Clay soils are often described as ‘heavy’ soils due to the sticky texture when digging and they are often liable to waterlogging. Consequently, the drainage and aeration are poor, taking a long time to warm up in spring, whilst drought conditions will cause the soil to form hard clods and crack into wide fissures, making it difficult to maintain.
However, a clay soil is highly fertile as it retains moisture and the nutrients required for plant growth due to a slight negative charge.

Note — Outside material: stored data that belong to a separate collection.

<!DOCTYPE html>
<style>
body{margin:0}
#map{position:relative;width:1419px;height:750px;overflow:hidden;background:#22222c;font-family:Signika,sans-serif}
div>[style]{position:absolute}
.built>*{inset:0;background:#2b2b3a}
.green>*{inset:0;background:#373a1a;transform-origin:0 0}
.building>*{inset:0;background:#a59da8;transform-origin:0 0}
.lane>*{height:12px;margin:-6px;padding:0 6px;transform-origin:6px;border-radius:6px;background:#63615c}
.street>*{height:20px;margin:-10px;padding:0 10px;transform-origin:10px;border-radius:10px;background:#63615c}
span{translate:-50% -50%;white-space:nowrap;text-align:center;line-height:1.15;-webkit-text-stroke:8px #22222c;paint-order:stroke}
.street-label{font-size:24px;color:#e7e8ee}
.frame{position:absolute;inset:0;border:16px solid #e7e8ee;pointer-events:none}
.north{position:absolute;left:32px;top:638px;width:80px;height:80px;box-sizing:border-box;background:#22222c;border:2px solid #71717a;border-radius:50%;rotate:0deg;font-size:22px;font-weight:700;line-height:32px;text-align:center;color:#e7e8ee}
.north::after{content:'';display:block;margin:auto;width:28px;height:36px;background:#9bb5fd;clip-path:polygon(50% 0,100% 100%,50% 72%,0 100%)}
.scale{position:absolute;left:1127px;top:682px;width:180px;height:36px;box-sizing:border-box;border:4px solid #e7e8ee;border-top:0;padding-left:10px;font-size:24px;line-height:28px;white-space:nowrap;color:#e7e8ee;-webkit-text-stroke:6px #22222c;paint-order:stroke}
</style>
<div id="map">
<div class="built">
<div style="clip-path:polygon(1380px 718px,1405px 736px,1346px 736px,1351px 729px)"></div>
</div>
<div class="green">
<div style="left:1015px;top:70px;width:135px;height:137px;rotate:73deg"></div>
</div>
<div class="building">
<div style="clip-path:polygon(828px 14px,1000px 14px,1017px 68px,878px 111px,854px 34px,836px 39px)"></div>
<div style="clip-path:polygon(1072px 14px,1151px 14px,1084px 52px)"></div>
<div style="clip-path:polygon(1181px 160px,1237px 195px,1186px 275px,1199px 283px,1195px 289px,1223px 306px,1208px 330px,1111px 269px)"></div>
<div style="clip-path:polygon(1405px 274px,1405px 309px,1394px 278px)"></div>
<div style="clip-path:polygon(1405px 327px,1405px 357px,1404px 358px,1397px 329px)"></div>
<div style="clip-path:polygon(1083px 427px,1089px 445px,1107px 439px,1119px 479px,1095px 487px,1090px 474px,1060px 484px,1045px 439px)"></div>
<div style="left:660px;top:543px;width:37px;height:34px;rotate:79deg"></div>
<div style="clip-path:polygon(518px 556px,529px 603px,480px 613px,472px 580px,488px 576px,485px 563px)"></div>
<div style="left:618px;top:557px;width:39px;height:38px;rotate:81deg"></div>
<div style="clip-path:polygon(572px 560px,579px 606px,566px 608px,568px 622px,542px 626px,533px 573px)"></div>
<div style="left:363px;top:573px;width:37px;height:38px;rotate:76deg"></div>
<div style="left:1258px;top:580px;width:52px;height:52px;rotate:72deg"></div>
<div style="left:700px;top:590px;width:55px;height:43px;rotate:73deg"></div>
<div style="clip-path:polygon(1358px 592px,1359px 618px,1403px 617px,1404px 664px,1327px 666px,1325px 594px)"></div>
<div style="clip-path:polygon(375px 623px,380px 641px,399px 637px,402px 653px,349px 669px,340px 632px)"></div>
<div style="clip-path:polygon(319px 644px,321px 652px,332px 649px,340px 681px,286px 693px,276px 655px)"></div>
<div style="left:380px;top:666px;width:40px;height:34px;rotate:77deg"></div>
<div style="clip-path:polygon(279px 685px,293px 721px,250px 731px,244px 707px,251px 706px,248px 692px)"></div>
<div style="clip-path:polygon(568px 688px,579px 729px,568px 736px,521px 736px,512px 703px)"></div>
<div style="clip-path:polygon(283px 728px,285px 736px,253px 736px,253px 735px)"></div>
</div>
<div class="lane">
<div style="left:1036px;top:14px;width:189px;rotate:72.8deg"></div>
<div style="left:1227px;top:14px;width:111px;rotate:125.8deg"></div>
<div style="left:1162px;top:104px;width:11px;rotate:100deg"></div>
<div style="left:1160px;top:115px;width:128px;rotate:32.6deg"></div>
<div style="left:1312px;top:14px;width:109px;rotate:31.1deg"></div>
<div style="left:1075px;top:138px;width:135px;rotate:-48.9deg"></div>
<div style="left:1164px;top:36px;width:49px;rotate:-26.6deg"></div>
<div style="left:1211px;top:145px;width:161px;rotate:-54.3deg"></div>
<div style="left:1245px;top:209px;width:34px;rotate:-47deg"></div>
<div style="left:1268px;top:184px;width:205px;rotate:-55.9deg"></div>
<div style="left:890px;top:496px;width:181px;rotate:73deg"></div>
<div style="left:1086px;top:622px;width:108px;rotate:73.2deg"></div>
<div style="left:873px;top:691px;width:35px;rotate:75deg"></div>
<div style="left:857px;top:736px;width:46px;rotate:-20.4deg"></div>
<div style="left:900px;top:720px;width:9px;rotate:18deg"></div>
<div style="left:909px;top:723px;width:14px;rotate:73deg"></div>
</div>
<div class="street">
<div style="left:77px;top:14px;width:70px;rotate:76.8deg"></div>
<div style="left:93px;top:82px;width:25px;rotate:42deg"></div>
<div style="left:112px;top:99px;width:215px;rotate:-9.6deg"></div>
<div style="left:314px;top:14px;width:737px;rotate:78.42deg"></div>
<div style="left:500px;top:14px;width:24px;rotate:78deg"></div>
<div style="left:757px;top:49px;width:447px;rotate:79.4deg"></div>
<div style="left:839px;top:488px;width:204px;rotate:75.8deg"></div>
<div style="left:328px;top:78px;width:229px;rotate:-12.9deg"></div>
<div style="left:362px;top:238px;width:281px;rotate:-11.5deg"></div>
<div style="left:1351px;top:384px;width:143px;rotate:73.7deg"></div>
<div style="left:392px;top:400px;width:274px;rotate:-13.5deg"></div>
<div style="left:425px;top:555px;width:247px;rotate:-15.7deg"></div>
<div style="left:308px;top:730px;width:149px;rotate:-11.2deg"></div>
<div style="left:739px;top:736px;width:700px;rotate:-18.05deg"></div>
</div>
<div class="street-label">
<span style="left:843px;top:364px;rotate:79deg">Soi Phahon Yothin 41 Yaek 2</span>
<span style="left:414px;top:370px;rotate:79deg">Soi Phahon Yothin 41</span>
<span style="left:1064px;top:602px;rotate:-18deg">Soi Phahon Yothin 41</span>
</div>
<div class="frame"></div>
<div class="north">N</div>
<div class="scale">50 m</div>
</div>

Improvements are chiefly carried out by deep digging, but timing is important as the clods formed when digging wet clay will dry out into hard lumps unless exposed to a winter frost. Late autumn or early winter are ideal for single or double digging. When double digging fork over the sub-soil and leave the top spit rough and unbroken, allowing largest area exposed to the weather action.
Lime can be added to the top 6 inches (150mm), causing a reaction called flocculation, which helps to break the soil down into a crumbly texture.

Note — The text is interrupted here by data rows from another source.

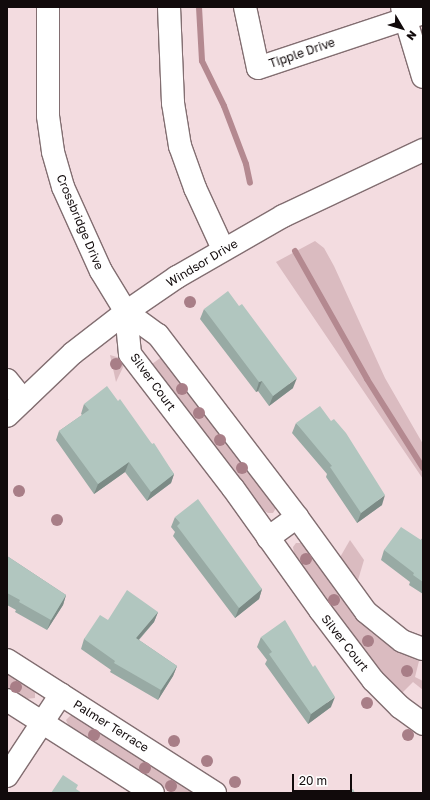 <!DOCTYPE html>
<html>
<head>
<meta charset="utf-8">
<style>
  body { margin:0 }
  #map { position:relative; width:430px; height:800px; overflow:hidden; background:#f3dce0; font-family:"Golos Text",sans-serif }
  div>[style] { position:absolute }
  .green>* { inset:0; background:#dabbc0 }
  .stream>* { height:6px; margin:-3px; padding:0 3px; transform-origin:3px; border-radius:3px; background:#b48990 }
  .roads { filter:drop-shadow(1px 0 #826e71) drop-shadow(-1px 0 #826e71) drop-shadow(0 1px #826e71) drop-shadow(0 -1px #826e71) }
  .minor>* { height:22px; margin:-11px; padding:0 11px; transform-origin:11px; border-radius:11px; background:#fff }
  .trees>* { width:12px; height:12px; margin:-6px; border-radius:50%; background:#a87e87 }
  .wall>* { inset:0; background:#98aaa4 }
  .shaded-wall>* { inset:0; background:#7c8b86 }
  .building>* { inset:0; background:#b1c6bf }
  span { translate:-50% -50%; white-space:nowrap; text-align:center; line-height:1.15; -webkit-text-stroke:3.5px #fff; paint-order:stroke }
  .street-label { font-size:12px; color:#110a0b }
  .frame { position:absolute; inset:0; border:8px solid #110a0b; pointer-events:none }
  .north { position:absolute; left:382px; top:8px; width:40px; height:40px; -webkit-text-stroke:3px #fff; paint-order:stroke; rotate:128deg; font-size:11px; font-weight:700; line-height:16px; text-align:center; color:#110a0b }
  .north::after { content:''; display:block; margin:auto; width:14px; height:18px; background:#110a0b; clip-path:polygon(50% 0,100% 100%,50% 72%,0 100%) }
  .scale { position:absolute; left:292px; top:774px; width:60px; height:18px; box-sizing:border-box; border:2px solid #110a0b; border-top:0; padding-left:5px; font-size:12px; line-height:14px; white-space:nowrap; color:#110a0b; -webkit-text-stroke:3px #fff; paint-order:stroke }
</style>
</head>
<body>
<div id="map">
  <div class="green">
    <i style="clip-path:polygon(315px 241px,324px 248px,334px 266px,385px 378px,423px 444px,423px 479px,276px 262px)"></i>
    <i style="clip-path:polygon(110px 355px,120px 358px,125px 363px,116px 382px)"></i>
    <i style="clip-path:polygon(163px 356px,276px 508px,273px 513px,268px 513px,263px 510px,152px 364px)"></i>
    <i style="clip-path:polygon(350px 540px,364px 560px,358px 580px,339px 559px)"></i>
    <i style="clip-path:polygon(296px 543px,303px 543px,353px 612px,371px 632px,395px 650px,419px 661px,415px 677px,423px 681px,423px 690px,413px 682px,402px 693px,380px 672px,294px 553px,293px 547px)"></i>
    <i style="clip-path:polygon(7px 671px,35px 690px,35px 698px,25px 699px,7px 688px)"></i>
    <i style="clip-path:polygon(72px 714px,200px 793px,172px 793px,69px 727px,66px 720px)"></i>
  </div>
  <div class="stream">
    <i style="left:199px;top:7px;width:54px;rotate:86.8deg"></i>
    <i style="left:202px;top:61px;width:50px;rotate:63.9deg"></i>
    <i style="left:224px;top:106px;width:62px;rotate:69.2deg"></i>
    <i style="left:246px;top:164px;width:19px;rotate:78deg"></i>
    <i style="left:295px;top:251px;width:147px;rotate:60.6deg"></i>
    <i style="left:367px;top:379px;width:105px;rotate:57.8deg"></i>
  </div>
  <div class="roads">
    <div class="minor">
      <i style="left:48px;top:7px;width:109px;rotate:90deg"></i>
      <i style="left:48px;top:116px;width:36px;rotate:82deg"></i>
      <i style="left:53px;top:152px;width:36px;rotate:74deg"></i>
      <i style="left:63px;top:187px;width:92px;rotate:65.7deg"></i>
      <i style="left:101px;top:271px;width:48px;rotate:58.6deg"></i>
      <i style="left:126px;top:312px;width:39px;rotate:36deg"></i>
      <i style="left:158px;top:335px;width:229px;rotate:52.6deg"></i>
      <i style="left:297px;top:517px;width:117px;rotate:54deg"></i>
      <i style="left:366px;top:612px;width:46px;rotate:38.9deg"></i>
      <i style="left:402px;top:641px;width:22px;rotate:21deg"></i>
      <i style="left:169px;top:7px;width:96px;rotate:87.6deg"></i>
      <i style="left:173px;top:103px;width:44px;rotate:80.8deg"></i>
      <i style="left:180px;top:146px;width:45px;rotate:70.3deg"></i>
      <i style="left:195px;top:188px;width:67px;rotate:65.3deg"></i>
      <i style="left:245px;top:7px;width:62px;rotate:78deg"></i>
      <i style="left:258px;top:68px;width:174px;rotate:-18.4deg"></i>
      <i style="left:402px;top:7px;width:73px;rotate:73.3deg"></i>
      <i style="left:126px;top:312px;width:42px;rotate:84.6deg"></i>
      <i style="left:130px;top:354px;width:169px;rotate:52.5deg"></i>
      <i style="left:233px;top:488px;width:150px;rotate:54.5deg"></i>
      <i style="left:320px;top:610px;width:88px;rotate:52.9deg"></i>
      <i style="left:373px;top:680px;width:38px;rotate:45deg"></i>
      <i style="left:400px;top:707px;width:29px;rotate:36deg"></i>
      <i style="left:7px;top:380px;width:26px;rotate:51deg"></i>
      <i style="left:7px;top:416px;width:91px;rotate:-43.7deg"></i>
      <i style="left:73px;top:353px;width:67px;rotate:-37.7deg"></i>
      <i style="left:126px;top:312px;width:62px;rotate:-34.5deg"></i>
      <i style="left:177px;top:277px;width:122px;rotate:-29.9deg"></i>
      <i style="left:283px;top:216px;width:155px;rotate:-25.2deg"></i>
      <i style="left:268px;top:538px;width:36px;rotate:-36deg"></i>
      <i style="left:7px;top:660px;width:247px;rotate:32.6deg"></i>
      <i style="left:7px;top:700px;width:173px;rotate:32.5deg"></i>
      <i style="left:7px;top:776px;width:98px;rotate:-56.6deg"></i>
    </div>
  </div>
  <div class="trees">
    <i style="left:190px;top:302px"></i>
    <i style="left:116px;top:364px"></i>
    <i style="left:182px;top:389px"></i>
    <i style="left:199px;top:413px"></i>
    <i style="left:220px;top:440px"></i>
    <i style="left:242px;top:468px"></i>
    <i style="left:19px;top:491px"></i>
    <i style="left:57px;top:520px"></i>
    <i style="left:306px;top:559px"></i>
    <i style="left:334px;top:600px"></i>
    <i style="left:368px;top:641px"></i>
    <i style="left:407px;top:671px"></i>
    <i style="left:16px;top:687px"></i>
    <i style="left:367px;top:703px"></i>
    <i style="left:94px;top:735px"></i>
    <i style="left:408px;top:735px"></i>
    <i style="left:174px;top:741px"></i>
    <i style="left:207px;top:761px"></i>
    <i style="left:145px;top:768px"></i>
    <i style="left:235px;top:782px"></i>
    <i style="left:171px;top:786px"></i>
  </div>
  <div class="wall">
    <i style="clip-path:polygon(204px 309px,293px 388px,269px 406px,258px 391px,256px 392px,200px 319px)"></i>
    <i style="clip-path:polygon(84px 404px,152px 444px,174px 474px,171px 483px,147px 501px,125px 472px,94px 494px,56px 440px,59px 431px,82px 415px,81px 414px)"></i>
    <i style="clip-path:polygon(296px 423px,382px 505px,357px 523px,326px 477px,327px 474px,292px 433px)"></i>
    <i style="clip-path:polygon(175px 517px,262px 589px,259px 599px,235px 618px,173px 536px,175px 532px,171px 527px)"></i>
    <i style="clip-path:polygon(423px 537px,423px 594px,409px 585px,410px 582px,381px 560px,384px 550px,421px 540px)"></i>
    <i style="clip-path:polygon(7px 556px,66px 595px,63px 605px,47px 630px,15px 612px,16px 610px,7px 605px)"></i>
    <i style="clip-path:polygon(158px 612px,154px 622px,139px 640px,177px 666px,173px 676px,158px 700px,110px 672px,111px 670px,81px 649px,84px 639px,108px 620px)"></i>
    <i style="clip-path:polygon(261px 637px,331px 707px,308px 724px,265px 664px,267px 660px,257px 647px)"></i>
  </div>
  <div class="shaded-wall">
    <i style="clip-path:polygon(297px 378px,293px 388px,269px 406px,273px 396px)"></i>
    <i style="clip-path:polygon(262px 381px,258px 391px,256px 392px,259px 382px)"></i>
    <i style="clip-path:polygon(129px 462px,125px 472px,94px 494px,98px 484px)"></i>
    <i style="clip-path:polygon(174px 474px,171px 483px,147px 501px,151px 492px)"></i>
    <i style="clip-path:polygon(385px 495px,382px 505px,357px 523px,361px 513px)"></i>
    <i style="clip-path:polygon(262px 589px,259px 599px,235px 618px,239px 608px)"></i>
    <i style="clip-path:polygon(66px 595px,63px 605px,47px 630px,51px 620px)"></i>
    <i style="clip-path:polygon(158px 612px,154px 622px,132px 647px,136px 638px)"></i>
    <i style="clip-path:polygon(177px 666px,173px 676px,158px 700px,161px 690px)"></i>
    <i style="clip-path:polygon(335px 697px,331px 707px,308px 724px,311px 714px)"></i>
  </div>
  <div class="building">
    <i style="clip-path:polygon(228px 291px,239px 306px,242px 304px,297px 378px,273px 396px,262px 381px,259px 382px,204px 309px)"></i>
    <i style="clip-path:polygon(107px 386px,118px 401px,120px 399px,152px 444px,154px 443px,174px 474px,151px 492px,129px 462px,98px 484px,59px 431px,89px 410px,84px 404px)"></i>
    <i style="clip-path:polygon(320px 406px,331px 421px,334px 419px,346px 433px,385px 495px,361px 513px,330px 467px,332px 466px,296px 423px)"></i>
    <i style="clip-path:polygon(198px 499px,262px 589px,239px 608px,177px 526px,180px 523px,175px 517px)"></i>
    <i style="clip-path:polygon(401px 527px,421px 540px,423px 537px,423px 582px,413px 575px,414px 573px,384px 550px)"></i>
    <i style="clip-path:polygon(7px 556px,66px 595px,51px 620px,19px 602px,20px 600px,7px 593px)"></i>
    <i style="clip-path:polygon(127px 590px,158px 612px,136px 638px,177px 666px,161px 690px,114px 663px,115px 661px,84px 639px,100px 615px,108px 620px)"></i>
    <i style="clip-path:polygon(285px 620px,313px 667px,315px 665px,335px 697px,311px 714px,269px 654px,272px 652px,261px 637px)"></i>
    <i style="clip-path:polygon(63px 775px,78px 785px,76px 789px,82px 793px,51px 793px)"></i>
    <i style="clip-path:polygon(353px 789px,355px 793px,345px 793px)"></i>
  </div>
  <div class="street-label">
    <span style="left:302px;top:53px;rotate:-19deg">Tipple Drive</span>
    <span style="left:80px;top:222px;rotate:67deg">Crossbridge Drive</span>
    <span style="left:202px;top:263px;rotate:-31deg">Windsor Drive</span>
    <span style="left:153px;top:382px;rotate:54deg">Silver Court</span>
    <span style="left:345px;top:643px;rotate:52deg">Silver Court</span>
    <span style="left:111px;top:726px;rotate:32deg">Palmer Terrace</span>
  </div>
  <div class="frame"></div>
  <div class="north">N</div>
  <div class="scale">20 m</div>
</div>
</body>
</html>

If liable to waterlogging, drainage can be improved by added Cornish grit or coarse horticultural sand to sub-soil when forking over.
High water tables can be lowered by creating open ditches allowing water to run away, but in extreme cases drainage pipes may be necessary.
The addition of well rotted manure, garden compost and lime (Clay soils are often acidic) will help lighten and make it more of a crumbly texture.
Avoid walking in the soil when wet, causing compaction and try to keep the soil surface covered with plants or mulching.
Vegetable growing can be aided by the use of small raised beds – 4ft x 4ft (1.2m x 1.2m) or 4/5ft (1.2/1.5m) wide and as long as you like – even where a high water table exists. Thus ensuring that the soil is not walked on but cropping is within arm’s reach.